No, not necessarily. I just want more focus on content/storytelling and less focus on technicalities. Today a completely brain-dead pic can get a lot of praise and attention simply because it's razor sharp or very clean at high ISO. What I miss is the discussion of content.

Sure, sometimes I like stupid comedy shows as a relaxation, but most of the time I prefer to watch something that actually requires a bit of thinking or something that can start a discussion (without necessarily becoming overly academic/intellectual).

Of course it's possible to combine good technology with artistic content, and lots of people do, but I still think we're in a period of time where (too) many amateurs, including myself, are exploring and playing with the new technology simply to get tech-wise the same quality as pro's.
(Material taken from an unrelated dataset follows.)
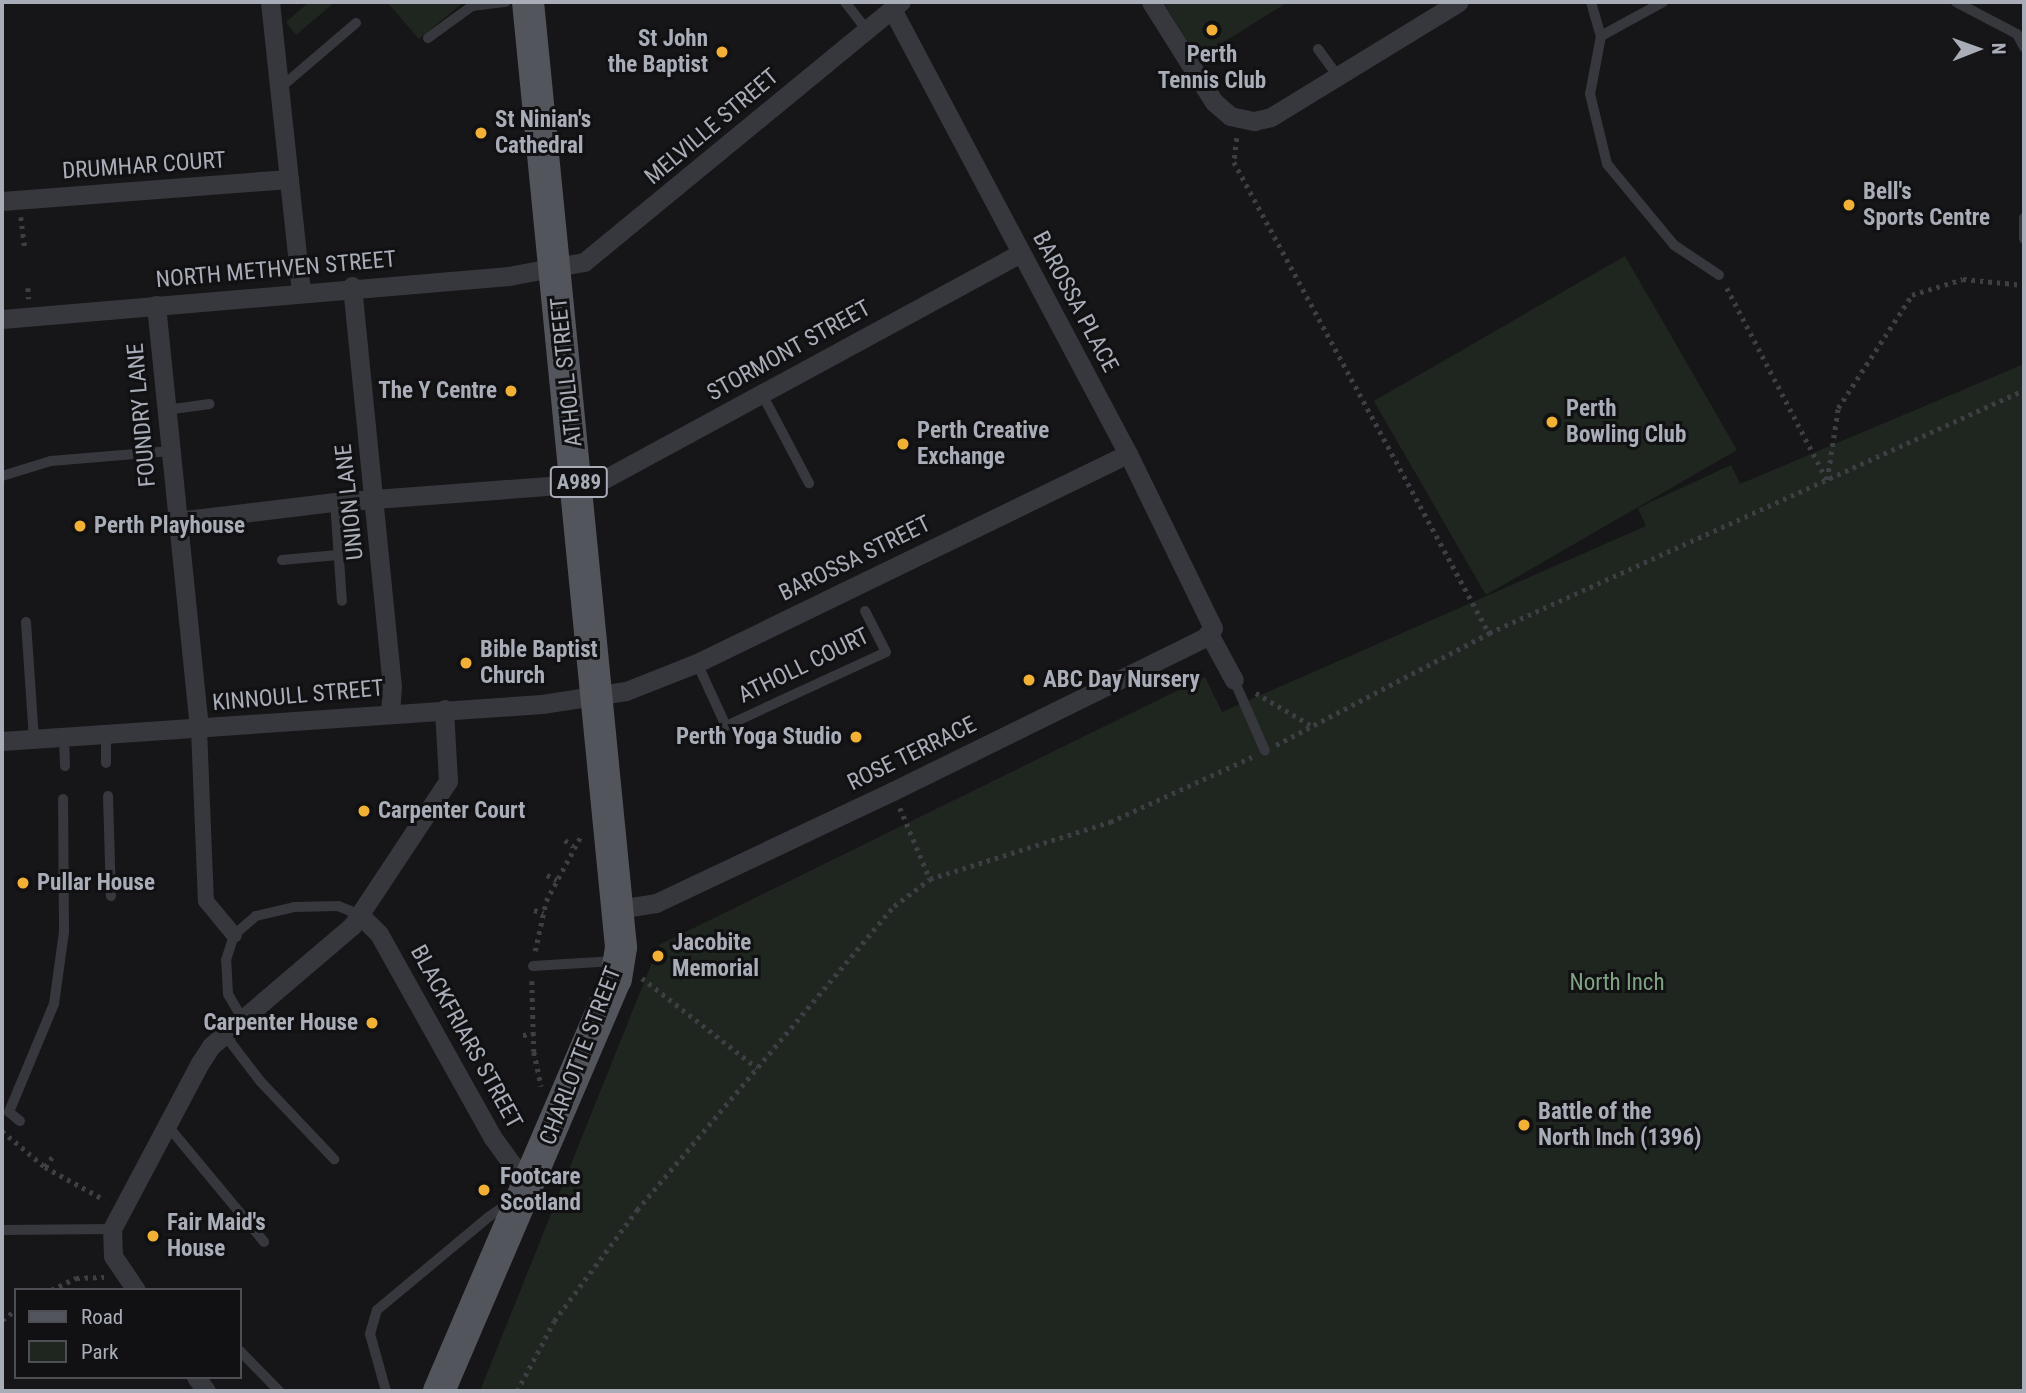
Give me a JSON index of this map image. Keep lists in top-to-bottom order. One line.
{"streets":{"main road":["ATHOLL STREET","A989","CHARLOTTE STREET"],"street":["MELVILLE STREET","DRUMHAR COURT","NORTH METHVEN STREET","BAROSSA PLACE","STORMONT STREET","FOUNDRY LANE","UNION LANE","BAROSSA STREET","KINNOULL STREET","ROSE TERRACE","BLACKFRIARS STREET"],"lane":["ATHOLL COURT"]},"crossings":[["MELVILLE STREET","NORTH METHVEN STREET"],["MELVILLE STREET","BAROSSA PLACE"],["MELVILLE STREET","ATHOLL STREET"],["NORTH METHVEN STREET","ATHOLL STREET"],["NORTH METHVEN STREET","FOUNDRY LANE"],["NORTH METHVEN STREET","UNION LANE"],["BAROSSA PLACE","STORMONT STREET"],["BAROSSA PLACE","BAROSSA STREET"],["BAROSSA PLACE","ROSE TERRACE"],["STORMONT STREET","ATHOLL STREET"],["STORMONT STREET","FOUNDRY LANE"],["STORMONT STREET","UNION LANE"],["ATHOLL STREET","BAROSSA STREET"],["ATHOLL STREET","KINNOULL STREET"],["ATHOLL STREET","ROSE TERRACE"],["ATHOLL STREET","CHARLOTTE STREET"],["FOUNDRY LANE","KINNOULL STREET"],["UNION LANE","KINNOULL STREET"],["BAROSSA STREET","ATHOLL COURT"],["BAROSSA STREET","KINNOULL STREET"],["ROSE TERRACE","CHARLOTTE STREET"],["BLACKFRIARS STREET","CHARLOTTE STREET"]],"parks":["North Inch"],"places":["Perth Tennis Club","St John the Baptist","St Ninian's Cathedral","Bell's Sports Centre","The Y Centre","Perth Bowling Club","Perth Creative Exchange","Perth Playhouse","Bible Baptist Church","ABC Day Nursery","Perth Yoga Studio","Carpenter Court","Pullar House","Jacobite Memorial","Carpenter House","Battle of the North Inch (1396)","Footcare Scotland","Fair Maid's House"],"legend":["Road","Park"],"north":"right"}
I suspect that new and exciting technology makes it also easier to focus on technicalities....and it's always easy to blame the equipment or your own PP-skills if your pics are sub-average tech-wise. I mean, this is something that is easy to accept without being insulted as you can always learn. However, it's much worse if people are expecting an interesting content and you don't cut it.....because then the only one to blame is your own creativity and ability to think, which is not that easy to improve.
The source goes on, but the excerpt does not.